A proteome is a sum total of all the cellular proteins, this would include housekeeping proteins and proteins that are produced in response to a stimulus. Some proteins are produced only in a given cell type or tissue, others are produced in all cells, some proteins are only produced under certain given conditions adding to the complexity and heterogeneity of proteins in a proteome. Similarly, alternative splicing and post translational modifications all together combined can make the proteome very complex.
The abundance of proteins in a biological sample can vary greatly from just 100 proteins to 106 proteins in a humble Saccharomyces cerevisiae cell. Another factor is the dynamic range of proteins, the proteins can vary in their relative abundance in a proteome to great extent, implies that proteins can have anywhere from just 1 copy to ten million copies of a given protein.
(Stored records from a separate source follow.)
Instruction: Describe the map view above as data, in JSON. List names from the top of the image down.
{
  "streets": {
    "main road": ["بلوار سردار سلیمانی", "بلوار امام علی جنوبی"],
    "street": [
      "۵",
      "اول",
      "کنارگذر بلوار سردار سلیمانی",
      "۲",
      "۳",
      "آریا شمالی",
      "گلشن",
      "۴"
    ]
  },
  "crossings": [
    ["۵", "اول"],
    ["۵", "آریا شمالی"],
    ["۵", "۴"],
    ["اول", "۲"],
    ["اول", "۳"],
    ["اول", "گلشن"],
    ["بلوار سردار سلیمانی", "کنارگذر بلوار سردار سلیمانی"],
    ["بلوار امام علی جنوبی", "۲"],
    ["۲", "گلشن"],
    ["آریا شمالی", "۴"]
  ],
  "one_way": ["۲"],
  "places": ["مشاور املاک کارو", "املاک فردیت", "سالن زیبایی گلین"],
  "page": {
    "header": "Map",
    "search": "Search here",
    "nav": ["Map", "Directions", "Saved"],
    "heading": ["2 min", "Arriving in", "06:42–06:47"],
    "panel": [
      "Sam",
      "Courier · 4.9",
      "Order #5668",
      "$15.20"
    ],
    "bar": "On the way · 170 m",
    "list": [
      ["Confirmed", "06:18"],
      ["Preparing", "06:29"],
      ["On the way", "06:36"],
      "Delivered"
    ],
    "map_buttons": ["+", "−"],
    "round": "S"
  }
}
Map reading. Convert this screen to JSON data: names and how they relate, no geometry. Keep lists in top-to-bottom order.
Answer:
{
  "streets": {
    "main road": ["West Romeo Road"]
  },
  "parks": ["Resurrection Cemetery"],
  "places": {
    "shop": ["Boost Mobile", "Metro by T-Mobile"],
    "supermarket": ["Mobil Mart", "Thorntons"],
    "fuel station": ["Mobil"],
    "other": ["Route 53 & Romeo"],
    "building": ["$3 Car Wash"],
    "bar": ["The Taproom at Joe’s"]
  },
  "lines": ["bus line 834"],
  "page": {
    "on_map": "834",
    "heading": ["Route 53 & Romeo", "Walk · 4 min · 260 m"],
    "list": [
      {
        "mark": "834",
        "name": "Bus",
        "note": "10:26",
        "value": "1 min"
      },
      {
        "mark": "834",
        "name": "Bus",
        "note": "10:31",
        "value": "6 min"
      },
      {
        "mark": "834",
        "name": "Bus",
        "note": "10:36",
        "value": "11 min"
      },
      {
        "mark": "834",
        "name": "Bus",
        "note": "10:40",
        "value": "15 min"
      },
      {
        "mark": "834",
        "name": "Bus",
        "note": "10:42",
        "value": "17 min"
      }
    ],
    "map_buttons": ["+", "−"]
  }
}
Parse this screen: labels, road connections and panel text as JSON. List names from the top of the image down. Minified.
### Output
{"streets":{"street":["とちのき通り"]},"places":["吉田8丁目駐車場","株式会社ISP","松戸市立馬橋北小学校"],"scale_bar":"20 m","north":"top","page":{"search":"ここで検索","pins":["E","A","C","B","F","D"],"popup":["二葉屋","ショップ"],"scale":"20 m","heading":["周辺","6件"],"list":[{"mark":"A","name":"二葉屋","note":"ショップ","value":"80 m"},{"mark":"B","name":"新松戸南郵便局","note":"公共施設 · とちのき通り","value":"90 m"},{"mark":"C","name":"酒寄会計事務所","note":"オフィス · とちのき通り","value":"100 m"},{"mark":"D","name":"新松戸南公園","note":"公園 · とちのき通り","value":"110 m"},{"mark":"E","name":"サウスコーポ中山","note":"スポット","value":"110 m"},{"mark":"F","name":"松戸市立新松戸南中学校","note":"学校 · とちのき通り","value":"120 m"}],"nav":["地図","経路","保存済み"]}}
Thus proteins tend to have a very wide dynamic range ranging from 5 to 12 orders of magnitude. Modern mass spectroscopic devices can cover a dynamic range of only 2-3 orders and consequently a large number of proteins are destined to go undetected.
Figure 1. Distribution of proteins in sample and dynamic range.
Therefore without appropriate sample preparation strategies that aim at reduction of dynamic range and complexity of proteome sample, analysis of proteins samples cannot be done to retrieve most relevant information. Specially important is the problem of low abundance proteins, the low abundance proteins are likely to remain undetected because the distribution of proteome abundance is nearly a bell shaped distribution curve on a logarithmic copy number scale. Because of this symmetric distribution trend, the mid-point of bell coincides with the maximum of the distribution dividing into two equal halves. Figure 1 shows that exploring the most abundant half of the proteome leads to detection of an increasing number of proteins for every order of magnitude increase in sensitivity or sample size but once this region has been detected i.e the maximum half has been detected, the slope of the distribution inverts, and for every order of magnitude increase yields a progressively smaller number of proteins are detected. The real challenge is the identification of proteins sitting at the “corner” of the proteome, which is made up of more than 1000 proteins of extremely small abundance (See Figure 1).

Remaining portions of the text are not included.